KDnuggets Home » News » 2017 » Aug » Opinions, Interviews » The Rise of GPU Databases ( 17:n32 )

Gold Blog, Aug 2017The Rise of GPU Databases

The recent but noticeable shift from CPUs to GPUs is mainly due to the unique benefits they bring to sectors like AdTech, finance, telco, retail, or security/IT . We examine where GPU databases shine.

By Ami Gal, CEO Sqream.

You might not have realized it, but this year saw an important revolution in the way we design and use computing resources. The change? Many businesses and cloud providers began shifting from traditional central processing unit (CPU) processing to using a graphics processing unit (GPU). GPU databases are the latest development in this trend, and they have the potential to completely change the way databases operate.

Here’s how they change the game and where they’re best applied:

Benefits of a GPU Database

GPU databases offer significant improvements over the conventional CPU database when performing repetitive operations on large amounts of data. This is because GPUs can have thousands of cores and high bandwidth memory on each card.

The GPU offers many unique benefits;

  • More rapid innovation. GPUs still conform to Amdahl’s law, typically increase in efficiency at twice the rate of CPUs with a much faster release cycle
  • GPUs are typically 10x-100x faster at processing the same workloads, compared to CPUs
  • GPUs are much smaller (6.5x – 20x smaller than a CPU.) Just 16 GPU-accelerated servers could perform as well as a 1000 CPU cluster
  • The ability to visualize and process data in real time. Since the data is on a powerful graphics rendering engine anyway, the results are displayed at lightning speed!
  • Very fast data ingestion rates
  • Near real-time data exploration – Real-time data exploration and fast ingest rate typically mean data scientists and machine learning algorithms really benefit a lot from using the GPU.

Where GPU Databases shine

Just a year or two ago, many in the database world dismissed GPU databases as a fad, perhaps only applicable in small niches alongside in-memory databases. They said that traditional databases were still the way to go.

However, some innovative companies didn’t see it that way. Very quickly, the use of GPU databases has dramatically expanded, with installations across all verticals – including finance, telecoms and even the notoriously late-blooming government sector. Why? Put simply, GPU databases shine when used for analytics, and with a fraction of the investment.

GPU databases are a perfect complement for Hadoop which was never designed for relational data analytics. One can look at the U.S. Postal service, which is now using a rack of GPU servers, to understand the advantage. The USPS covers 154 million addresses spread over 200,000 delivery routes, and analyzes each carrier’s location data. So, you can imagine they’ve got a large database.

With this data, they can estimate delivery times, provide real-time notifications to supervisors, and optimize ad-hoc routes. Thanks to their GPU database, they can process these complex queries in the time it takes to load a web page. That’s pretty impressive.

GPU databases represent a tremendous opportunity for AdTech, finance, telco, retail, security/IT, and even the energy industry. They’ve also seen extensive usage in the defense-intelligence complex.

Who Benefits from GPU databases?

While it may seem trivial that all parts of the business may benefit from faster querying, faster ingests and reduced IT costs, it is really the data scientists who benefit the most from GPU databases.

Lightening fast ingest and querying means that typical cycles of data science work are reduced from days to hours.
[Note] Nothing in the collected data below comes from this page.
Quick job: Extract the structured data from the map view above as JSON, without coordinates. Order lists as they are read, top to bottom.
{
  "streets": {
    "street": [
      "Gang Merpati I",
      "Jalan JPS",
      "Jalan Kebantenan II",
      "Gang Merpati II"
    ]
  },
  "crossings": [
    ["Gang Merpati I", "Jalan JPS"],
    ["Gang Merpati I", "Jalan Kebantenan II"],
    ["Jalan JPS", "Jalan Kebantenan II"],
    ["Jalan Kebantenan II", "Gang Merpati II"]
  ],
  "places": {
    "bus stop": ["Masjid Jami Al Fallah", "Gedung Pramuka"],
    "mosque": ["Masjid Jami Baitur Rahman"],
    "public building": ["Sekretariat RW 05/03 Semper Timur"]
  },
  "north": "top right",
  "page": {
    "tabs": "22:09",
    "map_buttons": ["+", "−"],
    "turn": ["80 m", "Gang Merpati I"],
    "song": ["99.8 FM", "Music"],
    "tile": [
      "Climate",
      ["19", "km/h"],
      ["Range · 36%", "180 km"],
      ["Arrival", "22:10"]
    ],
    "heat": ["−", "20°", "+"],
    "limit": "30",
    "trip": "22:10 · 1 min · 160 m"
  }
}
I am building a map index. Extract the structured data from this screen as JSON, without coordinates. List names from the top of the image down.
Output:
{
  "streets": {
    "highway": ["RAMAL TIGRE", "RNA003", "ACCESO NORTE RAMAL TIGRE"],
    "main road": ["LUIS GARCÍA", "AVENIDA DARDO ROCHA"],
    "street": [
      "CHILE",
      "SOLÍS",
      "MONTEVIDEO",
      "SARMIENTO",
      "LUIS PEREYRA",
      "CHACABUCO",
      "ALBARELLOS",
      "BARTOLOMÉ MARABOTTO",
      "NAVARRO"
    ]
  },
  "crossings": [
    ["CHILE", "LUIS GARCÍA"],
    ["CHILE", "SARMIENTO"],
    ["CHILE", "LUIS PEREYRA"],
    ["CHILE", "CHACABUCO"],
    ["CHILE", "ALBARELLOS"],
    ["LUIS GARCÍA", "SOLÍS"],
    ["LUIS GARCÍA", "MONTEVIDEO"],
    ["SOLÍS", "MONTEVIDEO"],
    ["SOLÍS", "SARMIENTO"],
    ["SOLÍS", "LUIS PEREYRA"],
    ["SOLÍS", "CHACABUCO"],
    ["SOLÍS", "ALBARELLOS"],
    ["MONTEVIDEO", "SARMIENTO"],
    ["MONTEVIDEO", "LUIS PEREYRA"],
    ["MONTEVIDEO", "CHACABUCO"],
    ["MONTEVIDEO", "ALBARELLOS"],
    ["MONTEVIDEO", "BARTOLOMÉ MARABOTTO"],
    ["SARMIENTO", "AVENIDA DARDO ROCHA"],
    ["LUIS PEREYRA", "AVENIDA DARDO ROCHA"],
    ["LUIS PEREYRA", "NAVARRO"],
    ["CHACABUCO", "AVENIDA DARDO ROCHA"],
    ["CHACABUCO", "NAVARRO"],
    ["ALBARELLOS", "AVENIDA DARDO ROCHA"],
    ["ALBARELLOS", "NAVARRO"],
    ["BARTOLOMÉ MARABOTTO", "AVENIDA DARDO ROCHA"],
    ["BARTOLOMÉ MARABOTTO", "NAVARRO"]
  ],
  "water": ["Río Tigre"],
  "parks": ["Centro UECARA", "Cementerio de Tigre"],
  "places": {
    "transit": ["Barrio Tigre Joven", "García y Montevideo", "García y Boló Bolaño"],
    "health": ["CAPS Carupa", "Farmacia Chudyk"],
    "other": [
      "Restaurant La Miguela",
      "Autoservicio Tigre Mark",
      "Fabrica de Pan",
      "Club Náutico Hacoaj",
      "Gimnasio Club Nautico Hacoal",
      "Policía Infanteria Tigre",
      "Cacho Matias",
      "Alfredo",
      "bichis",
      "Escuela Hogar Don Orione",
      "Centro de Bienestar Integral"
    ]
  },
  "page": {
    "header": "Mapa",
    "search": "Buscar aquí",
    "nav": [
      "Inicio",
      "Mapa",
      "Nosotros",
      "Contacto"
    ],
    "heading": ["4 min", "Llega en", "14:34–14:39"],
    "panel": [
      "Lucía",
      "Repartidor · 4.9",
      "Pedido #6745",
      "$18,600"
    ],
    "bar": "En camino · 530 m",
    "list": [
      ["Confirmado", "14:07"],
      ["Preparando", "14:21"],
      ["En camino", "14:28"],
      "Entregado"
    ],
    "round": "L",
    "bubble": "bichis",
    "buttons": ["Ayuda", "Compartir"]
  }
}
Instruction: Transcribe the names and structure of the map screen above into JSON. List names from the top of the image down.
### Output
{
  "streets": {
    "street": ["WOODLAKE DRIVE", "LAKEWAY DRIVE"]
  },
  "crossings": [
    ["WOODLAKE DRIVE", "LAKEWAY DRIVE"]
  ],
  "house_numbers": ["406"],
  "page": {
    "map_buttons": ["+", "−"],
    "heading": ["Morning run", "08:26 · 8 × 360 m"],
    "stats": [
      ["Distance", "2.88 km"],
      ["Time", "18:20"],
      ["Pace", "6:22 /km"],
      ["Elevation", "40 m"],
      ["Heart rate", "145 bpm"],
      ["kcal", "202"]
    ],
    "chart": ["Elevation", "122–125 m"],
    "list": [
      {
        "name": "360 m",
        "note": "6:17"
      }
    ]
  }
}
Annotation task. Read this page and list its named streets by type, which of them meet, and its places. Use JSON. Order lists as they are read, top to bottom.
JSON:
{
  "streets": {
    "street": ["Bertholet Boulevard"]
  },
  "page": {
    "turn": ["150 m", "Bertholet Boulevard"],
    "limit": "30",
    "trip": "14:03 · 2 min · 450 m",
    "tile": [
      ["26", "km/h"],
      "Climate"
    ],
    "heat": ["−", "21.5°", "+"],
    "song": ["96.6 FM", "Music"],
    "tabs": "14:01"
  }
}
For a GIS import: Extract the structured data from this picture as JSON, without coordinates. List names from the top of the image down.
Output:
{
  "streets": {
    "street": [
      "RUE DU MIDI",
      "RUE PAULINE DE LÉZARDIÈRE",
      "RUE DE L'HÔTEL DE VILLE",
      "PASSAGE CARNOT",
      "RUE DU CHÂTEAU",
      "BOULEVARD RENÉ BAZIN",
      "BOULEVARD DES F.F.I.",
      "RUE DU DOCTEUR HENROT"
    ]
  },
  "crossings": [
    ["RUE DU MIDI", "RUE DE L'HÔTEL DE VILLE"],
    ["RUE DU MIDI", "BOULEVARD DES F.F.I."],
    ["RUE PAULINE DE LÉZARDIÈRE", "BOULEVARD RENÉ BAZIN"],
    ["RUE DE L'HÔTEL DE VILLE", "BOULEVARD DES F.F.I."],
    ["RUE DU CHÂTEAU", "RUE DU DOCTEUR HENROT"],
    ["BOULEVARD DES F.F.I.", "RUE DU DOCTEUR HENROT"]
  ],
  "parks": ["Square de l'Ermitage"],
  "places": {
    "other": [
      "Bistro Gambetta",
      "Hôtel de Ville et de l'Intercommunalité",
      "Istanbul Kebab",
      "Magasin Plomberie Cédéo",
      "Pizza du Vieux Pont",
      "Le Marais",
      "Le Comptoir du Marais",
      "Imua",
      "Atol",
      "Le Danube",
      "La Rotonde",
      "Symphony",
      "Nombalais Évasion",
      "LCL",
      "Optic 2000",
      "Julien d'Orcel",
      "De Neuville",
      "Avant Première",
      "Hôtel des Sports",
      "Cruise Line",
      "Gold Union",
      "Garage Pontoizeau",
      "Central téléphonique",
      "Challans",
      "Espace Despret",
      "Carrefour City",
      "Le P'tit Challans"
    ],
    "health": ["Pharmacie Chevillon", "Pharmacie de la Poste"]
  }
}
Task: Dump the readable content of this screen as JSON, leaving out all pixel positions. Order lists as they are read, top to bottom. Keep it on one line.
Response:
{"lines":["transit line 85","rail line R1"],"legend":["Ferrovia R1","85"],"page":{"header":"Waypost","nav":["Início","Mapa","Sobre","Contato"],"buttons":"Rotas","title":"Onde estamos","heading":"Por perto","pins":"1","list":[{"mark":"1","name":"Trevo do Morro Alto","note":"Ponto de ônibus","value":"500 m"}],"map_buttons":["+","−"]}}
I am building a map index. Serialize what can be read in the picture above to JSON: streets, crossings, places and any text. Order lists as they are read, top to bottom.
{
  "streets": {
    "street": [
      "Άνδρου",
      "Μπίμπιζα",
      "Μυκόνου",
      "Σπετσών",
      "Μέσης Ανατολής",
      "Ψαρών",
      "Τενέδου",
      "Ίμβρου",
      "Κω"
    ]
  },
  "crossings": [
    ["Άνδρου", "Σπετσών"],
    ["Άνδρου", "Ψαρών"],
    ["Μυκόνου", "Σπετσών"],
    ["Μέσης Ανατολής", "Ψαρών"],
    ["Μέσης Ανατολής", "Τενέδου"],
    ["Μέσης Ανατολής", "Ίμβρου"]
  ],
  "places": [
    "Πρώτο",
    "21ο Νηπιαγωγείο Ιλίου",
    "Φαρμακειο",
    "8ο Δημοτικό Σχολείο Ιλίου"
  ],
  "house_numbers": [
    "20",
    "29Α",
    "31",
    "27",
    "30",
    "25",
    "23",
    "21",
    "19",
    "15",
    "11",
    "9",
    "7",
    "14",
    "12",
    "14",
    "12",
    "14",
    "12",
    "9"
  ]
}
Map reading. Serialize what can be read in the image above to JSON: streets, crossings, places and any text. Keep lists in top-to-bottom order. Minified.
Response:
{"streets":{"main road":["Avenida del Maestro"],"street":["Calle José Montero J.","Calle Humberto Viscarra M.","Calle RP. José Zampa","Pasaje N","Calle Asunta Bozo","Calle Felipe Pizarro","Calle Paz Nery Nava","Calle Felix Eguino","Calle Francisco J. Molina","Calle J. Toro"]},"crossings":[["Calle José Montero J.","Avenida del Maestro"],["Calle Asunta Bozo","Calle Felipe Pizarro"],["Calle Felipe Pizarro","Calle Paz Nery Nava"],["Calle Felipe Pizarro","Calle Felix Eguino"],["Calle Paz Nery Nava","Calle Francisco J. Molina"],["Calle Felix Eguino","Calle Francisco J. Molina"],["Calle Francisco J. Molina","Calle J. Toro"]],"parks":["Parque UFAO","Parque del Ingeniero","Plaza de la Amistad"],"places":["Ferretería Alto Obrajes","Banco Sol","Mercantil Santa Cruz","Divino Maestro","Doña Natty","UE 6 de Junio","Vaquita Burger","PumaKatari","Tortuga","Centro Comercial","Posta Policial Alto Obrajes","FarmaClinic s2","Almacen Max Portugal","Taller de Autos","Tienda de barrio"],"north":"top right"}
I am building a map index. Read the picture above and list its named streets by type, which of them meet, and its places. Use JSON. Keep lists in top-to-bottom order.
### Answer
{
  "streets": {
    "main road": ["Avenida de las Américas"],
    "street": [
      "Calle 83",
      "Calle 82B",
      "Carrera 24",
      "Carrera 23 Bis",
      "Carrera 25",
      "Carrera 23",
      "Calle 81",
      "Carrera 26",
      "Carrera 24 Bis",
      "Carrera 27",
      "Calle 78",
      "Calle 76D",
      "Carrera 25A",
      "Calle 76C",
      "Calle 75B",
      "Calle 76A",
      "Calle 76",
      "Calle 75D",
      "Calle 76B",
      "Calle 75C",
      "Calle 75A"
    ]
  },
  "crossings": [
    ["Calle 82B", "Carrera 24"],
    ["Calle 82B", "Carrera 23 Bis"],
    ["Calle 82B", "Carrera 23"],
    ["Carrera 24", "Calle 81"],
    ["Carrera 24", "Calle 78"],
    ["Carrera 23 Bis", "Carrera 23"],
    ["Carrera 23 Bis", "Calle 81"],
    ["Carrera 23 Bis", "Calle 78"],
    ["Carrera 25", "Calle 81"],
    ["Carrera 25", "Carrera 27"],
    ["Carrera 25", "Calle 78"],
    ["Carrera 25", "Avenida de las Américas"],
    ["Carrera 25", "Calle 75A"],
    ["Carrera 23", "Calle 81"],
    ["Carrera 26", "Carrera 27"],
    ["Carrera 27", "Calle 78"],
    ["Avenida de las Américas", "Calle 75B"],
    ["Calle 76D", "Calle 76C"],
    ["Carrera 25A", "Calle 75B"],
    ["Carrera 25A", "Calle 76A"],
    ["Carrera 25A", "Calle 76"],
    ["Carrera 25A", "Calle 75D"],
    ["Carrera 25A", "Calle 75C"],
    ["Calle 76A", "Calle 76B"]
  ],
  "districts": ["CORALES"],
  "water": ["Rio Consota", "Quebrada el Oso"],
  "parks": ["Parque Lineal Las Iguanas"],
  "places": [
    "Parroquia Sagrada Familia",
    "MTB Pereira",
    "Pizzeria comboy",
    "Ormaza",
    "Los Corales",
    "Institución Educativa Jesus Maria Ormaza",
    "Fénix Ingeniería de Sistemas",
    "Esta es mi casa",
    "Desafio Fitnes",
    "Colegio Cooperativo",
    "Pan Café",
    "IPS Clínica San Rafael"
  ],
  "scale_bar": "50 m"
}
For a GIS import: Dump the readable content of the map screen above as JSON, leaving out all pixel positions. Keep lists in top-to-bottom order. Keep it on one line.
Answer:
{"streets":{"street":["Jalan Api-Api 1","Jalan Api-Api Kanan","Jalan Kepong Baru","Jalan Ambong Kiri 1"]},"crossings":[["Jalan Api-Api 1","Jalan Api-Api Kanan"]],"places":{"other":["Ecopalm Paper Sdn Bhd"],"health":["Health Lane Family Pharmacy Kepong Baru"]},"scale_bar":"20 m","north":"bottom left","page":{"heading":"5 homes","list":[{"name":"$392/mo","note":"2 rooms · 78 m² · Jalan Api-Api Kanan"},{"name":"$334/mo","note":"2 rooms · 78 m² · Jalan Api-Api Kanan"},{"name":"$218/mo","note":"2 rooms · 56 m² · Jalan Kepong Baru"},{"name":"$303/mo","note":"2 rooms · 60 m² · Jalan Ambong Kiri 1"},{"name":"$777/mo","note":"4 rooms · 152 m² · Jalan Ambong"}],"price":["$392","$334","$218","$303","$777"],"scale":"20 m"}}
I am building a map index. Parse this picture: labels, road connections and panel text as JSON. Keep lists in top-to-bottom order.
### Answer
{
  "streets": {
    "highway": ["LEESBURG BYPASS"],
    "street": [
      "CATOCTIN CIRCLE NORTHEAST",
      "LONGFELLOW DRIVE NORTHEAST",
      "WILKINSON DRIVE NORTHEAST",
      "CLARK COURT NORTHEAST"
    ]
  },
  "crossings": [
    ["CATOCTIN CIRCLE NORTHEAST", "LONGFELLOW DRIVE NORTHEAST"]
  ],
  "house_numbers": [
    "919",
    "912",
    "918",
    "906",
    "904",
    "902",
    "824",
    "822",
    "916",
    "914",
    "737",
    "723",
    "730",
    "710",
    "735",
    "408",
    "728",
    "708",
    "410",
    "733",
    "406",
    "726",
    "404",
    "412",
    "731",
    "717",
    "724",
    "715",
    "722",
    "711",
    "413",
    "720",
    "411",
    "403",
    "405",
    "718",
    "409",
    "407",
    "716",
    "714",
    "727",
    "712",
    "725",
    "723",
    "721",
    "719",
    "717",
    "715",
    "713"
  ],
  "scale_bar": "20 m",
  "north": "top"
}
Other workloads may be reduced from hours to minutes or even seconds. Shortening these cycles for these business-critical data science and machine learning workloads, elevates data scientists from common “second-class” database users, to the primary beneficiaries of the GPU databases.

How are GPU Database projects implemented?

  1. Most GPU databases run on the cloud with environments ranging from IBM Bluemix to Amazon AWS. However, on premise databases and hybrid setups are possible as well. Once the database is set up, standard SQL is used to query data using industry standard drivers including:
  • Python, Jupyter, sklearn…
  • R and other ML libraries

After that, scaling up is typically as easy as adding another GPU to the box. Since each GPU features so much computing power, adding a new box is less common. In fact, with some GPU databases, up to 100TB of raw data can be stored and queried in a standard 2U server.

The whole setup process for most GPU databases is usually incredibly simple, requiring little data modeling and no new/expensive development and usage skills. Most GPU databases are often compatible with your ecosystem as well. They play nice with your existing data sources, data acquisition tools, and even your BI, reporting, analytics, and visualization tools

Final Thoughts

Given that the volume of data is now doubling every two years, storage systems are predicted to hold around 17.6 Trillion gigabytes of data by the end of the year. But, big data is only as useful as its rate of analysis. With fast analysis, your data will add value to your organization in ways you can’t yet imagine.

If your business is dependent on a traditional database you should already be thinking about the kind of GPU database that would be right for you. After all, the demands on your system are only going to continue to increase.

Bio: Ami Gal is CEO & Co-founder at SQream.